YOUR INSTRUCTIONS = Read the listing below and copy out every line that holds "service".

SOURCE INFORMATION =
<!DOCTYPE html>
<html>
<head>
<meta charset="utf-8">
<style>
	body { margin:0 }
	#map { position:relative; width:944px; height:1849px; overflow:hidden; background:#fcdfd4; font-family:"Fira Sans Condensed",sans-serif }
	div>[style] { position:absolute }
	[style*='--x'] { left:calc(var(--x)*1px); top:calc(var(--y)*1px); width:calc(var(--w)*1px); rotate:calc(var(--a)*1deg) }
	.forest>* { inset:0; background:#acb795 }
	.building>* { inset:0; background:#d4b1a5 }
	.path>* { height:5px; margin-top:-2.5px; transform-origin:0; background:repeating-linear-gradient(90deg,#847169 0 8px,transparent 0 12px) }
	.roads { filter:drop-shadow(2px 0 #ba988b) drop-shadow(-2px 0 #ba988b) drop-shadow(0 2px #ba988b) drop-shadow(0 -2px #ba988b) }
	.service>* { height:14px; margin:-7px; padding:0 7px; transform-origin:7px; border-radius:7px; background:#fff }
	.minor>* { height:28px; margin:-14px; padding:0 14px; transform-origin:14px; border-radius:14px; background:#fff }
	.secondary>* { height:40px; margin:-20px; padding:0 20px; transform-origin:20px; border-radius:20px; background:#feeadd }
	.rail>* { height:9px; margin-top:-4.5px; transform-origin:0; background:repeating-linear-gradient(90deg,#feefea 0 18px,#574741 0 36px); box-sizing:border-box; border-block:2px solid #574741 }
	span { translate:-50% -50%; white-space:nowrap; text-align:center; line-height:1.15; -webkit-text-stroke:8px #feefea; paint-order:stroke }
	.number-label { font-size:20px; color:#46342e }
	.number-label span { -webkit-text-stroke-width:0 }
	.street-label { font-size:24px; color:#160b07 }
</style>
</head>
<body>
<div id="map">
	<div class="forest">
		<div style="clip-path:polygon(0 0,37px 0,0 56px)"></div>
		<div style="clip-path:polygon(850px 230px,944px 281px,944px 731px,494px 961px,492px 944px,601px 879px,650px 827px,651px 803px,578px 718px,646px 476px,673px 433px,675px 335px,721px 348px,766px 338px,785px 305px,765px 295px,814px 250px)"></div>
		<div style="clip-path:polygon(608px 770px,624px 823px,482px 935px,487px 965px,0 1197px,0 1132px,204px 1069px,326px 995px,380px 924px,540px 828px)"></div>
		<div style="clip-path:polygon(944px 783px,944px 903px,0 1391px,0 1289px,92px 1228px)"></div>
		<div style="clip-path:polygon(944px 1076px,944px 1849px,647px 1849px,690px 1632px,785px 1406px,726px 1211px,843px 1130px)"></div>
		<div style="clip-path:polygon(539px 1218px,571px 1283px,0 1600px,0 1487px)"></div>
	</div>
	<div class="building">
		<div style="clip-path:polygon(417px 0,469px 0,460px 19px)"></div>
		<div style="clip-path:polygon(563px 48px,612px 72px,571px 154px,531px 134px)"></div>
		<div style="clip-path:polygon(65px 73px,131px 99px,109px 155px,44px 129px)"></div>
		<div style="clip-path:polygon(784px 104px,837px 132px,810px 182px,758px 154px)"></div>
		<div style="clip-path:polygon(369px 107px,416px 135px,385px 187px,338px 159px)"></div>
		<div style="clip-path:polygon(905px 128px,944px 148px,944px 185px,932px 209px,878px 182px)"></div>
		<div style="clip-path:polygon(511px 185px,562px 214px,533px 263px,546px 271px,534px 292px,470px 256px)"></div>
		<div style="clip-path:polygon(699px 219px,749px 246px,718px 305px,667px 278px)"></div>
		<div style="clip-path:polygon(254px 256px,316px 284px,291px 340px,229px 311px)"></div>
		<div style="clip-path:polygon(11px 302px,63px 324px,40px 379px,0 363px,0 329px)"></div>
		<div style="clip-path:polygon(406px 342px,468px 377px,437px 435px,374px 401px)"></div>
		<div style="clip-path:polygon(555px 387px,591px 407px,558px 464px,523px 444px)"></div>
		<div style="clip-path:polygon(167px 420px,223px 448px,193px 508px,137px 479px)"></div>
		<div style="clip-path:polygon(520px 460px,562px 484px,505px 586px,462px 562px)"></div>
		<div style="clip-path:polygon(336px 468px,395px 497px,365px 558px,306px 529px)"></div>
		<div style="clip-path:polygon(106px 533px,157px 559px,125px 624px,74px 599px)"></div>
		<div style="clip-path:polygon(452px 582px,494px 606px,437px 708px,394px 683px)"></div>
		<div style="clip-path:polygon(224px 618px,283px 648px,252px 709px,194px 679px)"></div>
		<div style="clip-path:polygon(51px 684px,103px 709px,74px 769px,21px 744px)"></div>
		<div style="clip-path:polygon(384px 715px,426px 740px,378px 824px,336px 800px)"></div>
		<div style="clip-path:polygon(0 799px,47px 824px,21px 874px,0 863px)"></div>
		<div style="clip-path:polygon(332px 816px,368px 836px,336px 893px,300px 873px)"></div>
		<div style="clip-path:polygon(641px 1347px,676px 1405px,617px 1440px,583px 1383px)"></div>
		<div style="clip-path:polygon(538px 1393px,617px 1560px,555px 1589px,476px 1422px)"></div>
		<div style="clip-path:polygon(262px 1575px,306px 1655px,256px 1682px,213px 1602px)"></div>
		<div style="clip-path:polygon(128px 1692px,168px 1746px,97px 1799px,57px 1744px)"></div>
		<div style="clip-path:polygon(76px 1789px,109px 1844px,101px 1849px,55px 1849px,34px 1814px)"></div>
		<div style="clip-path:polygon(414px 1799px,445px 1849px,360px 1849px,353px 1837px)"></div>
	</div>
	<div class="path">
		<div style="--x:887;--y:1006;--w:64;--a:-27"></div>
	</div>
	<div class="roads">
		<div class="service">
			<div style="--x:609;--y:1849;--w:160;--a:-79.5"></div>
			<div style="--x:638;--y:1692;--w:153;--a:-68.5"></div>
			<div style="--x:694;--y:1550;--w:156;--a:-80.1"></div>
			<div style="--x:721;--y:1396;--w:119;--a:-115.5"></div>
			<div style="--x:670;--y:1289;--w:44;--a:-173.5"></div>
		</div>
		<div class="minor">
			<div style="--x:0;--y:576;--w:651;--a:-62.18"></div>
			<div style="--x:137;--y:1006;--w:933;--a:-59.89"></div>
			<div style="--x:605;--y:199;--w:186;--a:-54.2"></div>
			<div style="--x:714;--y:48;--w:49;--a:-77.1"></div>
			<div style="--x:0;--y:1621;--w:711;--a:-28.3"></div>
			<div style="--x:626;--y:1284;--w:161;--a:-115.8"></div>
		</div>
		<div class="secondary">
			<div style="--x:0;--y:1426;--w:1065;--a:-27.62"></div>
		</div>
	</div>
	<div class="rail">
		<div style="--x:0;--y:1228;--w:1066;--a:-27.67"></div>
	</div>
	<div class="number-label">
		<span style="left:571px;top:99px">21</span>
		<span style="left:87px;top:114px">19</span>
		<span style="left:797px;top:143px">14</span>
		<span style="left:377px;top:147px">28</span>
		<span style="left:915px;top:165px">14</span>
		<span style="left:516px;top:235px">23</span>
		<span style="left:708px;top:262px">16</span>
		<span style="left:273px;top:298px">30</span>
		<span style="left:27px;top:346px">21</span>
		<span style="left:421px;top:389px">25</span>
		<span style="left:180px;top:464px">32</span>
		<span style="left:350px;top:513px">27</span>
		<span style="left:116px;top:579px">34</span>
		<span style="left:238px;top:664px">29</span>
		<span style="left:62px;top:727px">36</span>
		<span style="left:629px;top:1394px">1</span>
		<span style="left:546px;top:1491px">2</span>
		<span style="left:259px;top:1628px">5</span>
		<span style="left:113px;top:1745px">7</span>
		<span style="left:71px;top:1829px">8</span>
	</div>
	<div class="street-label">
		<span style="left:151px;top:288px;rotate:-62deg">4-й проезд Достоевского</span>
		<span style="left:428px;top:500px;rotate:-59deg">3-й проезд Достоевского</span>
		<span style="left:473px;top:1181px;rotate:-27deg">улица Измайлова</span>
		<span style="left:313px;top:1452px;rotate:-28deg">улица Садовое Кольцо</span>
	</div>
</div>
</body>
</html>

EXPECTED ANSWER =
	.service>* { height:14px; margin:-7px; padding:0 7px; transform-origin:7px; border-radius:7px; background:#fff }
		<div class="service">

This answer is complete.